→ **Exercise goal**: Copy, from the data below, each line that has the word "const".

[Collected data]
----
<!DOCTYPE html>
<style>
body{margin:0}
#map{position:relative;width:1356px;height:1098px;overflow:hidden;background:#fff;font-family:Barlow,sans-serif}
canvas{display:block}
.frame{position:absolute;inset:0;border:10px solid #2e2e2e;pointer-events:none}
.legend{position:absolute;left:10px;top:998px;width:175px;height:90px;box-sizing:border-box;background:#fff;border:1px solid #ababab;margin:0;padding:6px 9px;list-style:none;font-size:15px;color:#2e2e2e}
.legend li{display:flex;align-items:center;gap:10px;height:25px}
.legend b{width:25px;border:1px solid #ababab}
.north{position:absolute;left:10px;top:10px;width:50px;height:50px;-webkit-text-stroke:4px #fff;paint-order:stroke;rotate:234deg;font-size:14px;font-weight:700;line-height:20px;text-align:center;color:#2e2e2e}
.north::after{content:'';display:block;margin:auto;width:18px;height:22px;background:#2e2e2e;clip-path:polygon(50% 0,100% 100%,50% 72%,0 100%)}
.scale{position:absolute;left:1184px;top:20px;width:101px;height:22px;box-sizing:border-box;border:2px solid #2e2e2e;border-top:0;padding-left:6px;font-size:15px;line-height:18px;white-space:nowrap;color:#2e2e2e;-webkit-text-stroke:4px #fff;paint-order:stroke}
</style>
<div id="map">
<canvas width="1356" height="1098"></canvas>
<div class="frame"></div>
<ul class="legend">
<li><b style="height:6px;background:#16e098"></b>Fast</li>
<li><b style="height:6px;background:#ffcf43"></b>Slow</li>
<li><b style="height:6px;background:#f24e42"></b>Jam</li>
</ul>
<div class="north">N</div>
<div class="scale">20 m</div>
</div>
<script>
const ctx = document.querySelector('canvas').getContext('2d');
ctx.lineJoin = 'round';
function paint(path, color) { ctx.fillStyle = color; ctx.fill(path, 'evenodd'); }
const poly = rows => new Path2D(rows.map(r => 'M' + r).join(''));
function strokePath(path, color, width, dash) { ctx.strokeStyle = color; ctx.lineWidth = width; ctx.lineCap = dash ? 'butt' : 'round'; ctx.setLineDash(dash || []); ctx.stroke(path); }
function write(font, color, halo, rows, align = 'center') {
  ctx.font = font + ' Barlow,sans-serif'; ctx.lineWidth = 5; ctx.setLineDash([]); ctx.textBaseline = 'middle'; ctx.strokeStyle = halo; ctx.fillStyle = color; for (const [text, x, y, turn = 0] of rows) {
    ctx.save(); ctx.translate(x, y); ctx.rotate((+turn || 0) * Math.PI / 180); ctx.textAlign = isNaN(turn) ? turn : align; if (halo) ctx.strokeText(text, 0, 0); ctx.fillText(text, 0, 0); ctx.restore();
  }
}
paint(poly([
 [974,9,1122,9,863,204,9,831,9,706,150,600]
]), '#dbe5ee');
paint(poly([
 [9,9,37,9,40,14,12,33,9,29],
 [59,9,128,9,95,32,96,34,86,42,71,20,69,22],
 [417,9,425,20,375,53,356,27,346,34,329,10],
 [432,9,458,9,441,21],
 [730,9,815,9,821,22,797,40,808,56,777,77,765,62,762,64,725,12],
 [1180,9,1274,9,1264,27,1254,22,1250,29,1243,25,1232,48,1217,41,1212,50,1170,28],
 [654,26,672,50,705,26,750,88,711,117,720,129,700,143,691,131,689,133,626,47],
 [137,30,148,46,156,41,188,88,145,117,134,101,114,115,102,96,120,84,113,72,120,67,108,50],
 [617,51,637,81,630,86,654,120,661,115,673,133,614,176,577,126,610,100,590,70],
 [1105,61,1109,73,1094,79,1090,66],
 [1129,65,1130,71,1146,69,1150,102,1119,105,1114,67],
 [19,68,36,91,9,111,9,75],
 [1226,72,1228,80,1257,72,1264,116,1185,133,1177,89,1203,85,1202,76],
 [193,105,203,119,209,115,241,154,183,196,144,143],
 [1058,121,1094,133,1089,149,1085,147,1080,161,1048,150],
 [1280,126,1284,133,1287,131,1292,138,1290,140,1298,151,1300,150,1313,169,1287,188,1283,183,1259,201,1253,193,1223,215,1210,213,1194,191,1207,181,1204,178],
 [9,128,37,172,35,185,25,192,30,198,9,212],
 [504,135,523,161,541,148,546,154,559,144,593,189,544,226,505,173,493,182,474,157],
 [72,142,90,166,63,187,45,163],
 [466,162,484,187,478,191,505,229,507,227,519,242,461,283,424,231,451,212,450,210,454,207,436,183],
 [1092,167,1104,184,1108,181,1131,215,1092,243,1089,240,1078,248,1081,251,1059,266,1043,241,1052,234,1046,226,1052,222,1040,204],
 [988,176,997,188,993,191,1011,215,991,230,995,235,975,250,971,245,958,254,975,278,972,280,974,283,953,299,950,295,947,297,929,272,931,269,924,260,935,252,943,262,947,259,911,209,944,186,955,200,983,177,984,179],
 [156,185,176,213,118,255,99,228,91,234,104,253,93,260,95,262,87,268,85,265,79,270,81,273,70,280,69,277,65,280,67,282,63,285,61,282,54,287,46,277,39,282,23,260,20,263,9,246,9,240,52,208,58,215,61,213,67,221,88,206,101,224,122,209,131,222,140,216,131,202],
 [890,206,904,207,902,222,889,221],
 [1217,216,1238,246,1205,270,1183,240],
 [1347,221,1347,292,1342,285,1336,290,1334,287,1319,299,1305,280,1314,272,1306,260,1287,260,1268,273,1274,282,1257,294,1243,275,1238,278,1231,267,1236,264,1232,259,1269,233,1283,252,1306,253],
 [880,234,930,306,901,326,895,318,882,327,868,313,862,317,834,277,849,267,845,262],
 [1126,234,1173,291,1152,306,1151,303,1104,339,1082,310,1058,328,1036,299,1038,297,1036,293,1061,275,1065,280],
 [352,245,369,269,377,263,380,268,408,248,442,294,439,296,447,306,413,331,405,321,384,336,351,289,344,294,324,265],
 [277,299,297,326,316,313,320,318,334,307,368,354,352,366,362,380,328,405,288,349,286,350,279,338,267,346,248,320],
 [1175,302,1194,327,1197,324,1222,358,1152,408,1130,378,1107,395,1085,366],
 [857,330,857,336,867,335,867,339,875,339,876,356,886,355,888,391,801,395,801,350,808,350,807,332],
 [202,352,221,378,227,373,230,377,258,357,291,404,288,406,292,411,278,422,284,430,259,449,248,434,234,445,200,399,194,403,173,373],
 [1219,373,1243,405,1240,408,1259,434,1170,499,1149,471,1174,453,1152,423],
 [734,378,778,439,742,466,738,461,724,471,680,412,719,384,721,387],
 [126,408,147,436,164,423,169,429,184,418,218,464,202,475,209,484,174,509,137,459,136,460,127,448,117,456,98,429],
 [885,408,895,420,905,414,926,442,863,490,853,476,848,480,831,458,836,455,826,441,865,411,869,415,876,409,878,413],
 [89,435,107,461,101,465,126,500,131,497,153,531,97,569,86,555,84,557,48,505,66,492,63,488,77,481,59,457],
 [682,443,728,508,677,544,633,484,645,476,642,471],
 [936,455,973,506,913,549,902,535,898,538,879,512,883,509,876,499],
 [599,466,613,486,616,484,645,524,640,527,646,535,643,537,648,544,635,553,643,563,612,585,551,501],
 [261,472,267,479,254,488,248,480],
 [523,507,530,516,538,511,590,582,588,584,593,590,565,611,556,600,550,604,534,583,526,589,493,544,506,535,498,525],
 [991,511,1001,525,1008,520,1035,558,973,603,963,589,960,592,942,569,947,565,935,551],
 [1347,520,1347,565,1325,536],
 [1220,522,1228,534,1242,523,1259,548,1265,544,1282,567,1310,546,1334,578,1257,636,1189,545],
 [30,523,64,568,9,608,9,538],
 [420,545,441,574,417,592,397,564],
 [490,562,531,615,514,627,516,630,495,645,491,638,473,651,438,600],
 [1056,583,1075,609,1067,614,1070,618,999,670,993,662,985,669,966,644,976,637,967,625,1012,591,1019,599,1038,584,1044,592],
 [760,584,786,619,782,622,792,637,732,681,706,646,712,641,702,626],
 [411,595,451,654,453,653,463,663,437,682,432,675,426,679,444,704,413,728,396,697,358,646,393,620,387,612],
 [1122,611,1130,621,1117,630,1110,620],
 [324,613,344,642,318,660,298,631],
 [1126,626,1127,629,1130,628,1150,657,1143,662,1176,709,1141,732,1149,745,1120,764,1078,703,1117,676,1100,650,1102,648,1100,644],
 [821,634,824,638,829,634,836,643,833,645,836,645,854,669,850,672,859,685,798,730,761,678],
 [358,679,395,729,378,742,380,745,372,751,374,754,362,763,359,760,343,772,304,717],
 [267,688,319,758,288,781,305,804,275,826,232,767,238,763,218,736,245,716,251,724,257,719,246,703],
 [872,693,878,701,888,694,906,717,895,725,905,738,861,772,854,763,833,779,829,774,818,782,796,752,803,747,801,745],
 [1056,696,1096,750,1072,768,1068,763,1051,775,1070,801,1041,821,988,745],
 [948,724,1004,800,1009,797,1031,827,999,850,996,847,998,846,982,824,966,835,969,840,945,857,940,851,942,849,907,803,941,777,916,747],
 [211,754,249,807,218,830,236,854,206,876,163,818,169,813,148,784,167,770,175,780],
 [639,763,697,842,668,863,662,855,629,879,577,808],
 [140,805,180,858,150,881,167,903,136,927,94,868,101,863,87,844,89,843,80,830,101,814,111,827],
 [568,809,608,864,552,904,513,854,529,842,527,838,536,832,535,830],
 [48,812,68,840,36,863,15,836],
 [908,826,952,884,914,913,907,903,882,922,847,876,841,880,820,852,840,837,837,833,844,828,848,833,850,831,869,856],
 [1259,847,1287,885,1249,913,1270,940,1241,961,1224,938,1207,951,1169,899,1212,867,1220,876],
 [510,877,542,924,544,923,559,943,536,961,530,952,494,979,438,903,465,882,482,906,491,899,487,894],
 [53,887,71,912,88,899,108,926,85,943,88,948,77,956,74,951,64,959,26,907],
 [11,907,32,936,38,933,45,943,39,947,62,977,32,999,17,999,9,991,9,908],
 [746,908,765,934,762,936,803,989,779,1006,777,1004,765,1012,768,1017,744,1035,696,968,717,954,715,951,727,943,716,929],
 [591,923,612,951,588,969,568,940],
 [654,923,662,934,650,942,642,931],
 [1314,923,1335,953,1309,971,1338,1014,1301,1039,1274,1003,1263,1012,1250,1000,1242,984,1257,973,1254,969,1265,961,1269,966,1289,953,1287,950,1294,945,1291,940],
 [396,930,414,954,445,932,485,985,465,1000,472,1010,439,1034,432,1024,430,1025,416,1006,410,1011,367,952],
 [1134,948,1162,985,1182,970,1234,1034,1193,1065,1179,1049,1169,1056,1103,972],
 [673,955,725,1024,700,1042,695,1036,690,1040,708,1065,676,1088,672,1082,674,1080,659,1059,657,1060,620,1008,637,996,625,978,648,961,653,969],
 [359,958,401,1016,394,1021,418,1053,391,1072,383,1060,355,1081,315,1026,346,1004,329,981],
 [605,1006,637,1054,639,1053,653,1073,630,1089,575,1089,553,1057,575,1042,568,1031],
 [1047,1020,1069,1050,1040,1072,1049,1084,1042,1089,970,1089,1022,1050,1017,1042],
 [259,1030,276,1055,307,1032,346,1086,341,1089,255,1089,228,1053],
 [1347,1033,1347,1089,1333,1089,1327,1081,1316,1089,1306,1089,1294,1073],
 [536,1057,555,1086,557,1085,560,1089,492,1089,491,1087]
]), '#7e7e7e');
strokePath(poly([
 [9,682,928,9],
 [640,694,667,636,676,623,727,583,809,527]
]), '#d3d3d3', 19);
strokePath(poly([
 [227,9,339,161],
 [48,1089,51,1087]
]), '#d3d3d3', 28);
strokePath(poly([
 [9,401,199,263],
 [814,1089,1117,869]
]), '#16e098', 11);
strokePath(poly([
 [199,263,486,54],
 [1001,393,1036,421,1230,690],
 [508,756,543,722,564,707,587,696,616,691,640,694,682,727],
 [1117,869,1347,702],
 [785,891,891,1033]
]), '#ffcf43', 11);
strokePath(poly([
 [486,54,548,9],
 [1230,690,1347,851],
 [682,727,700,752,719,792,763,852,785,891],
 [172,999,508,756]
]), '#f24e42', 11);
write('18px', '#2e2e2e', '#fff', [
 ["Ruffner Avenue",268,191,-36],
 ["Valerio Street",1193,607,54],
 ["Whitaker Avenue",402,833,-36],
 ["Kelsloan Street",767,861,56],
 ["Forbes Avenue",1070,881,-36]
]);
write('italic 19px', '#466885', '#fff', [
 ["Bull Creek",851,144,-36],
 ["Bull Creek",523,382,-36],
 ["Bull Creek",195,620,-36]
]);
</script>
----
→ **Task solution**:
const ctx = document.querySelector('canvas').getContext('2d');
const poly = rows => new Path2D(rows.map(r => 'M' + r).join(''));
  ctx.font = font + ' Barlow,sans-serif'; ctx.lineWidth = 5; ctx.setLineDash([]); ctx.textBaseline = 'middle'; ctx.strokeStyle = halo; ctx.fillStyle = color; for (const [text, x, y, turn = 0] of rows) {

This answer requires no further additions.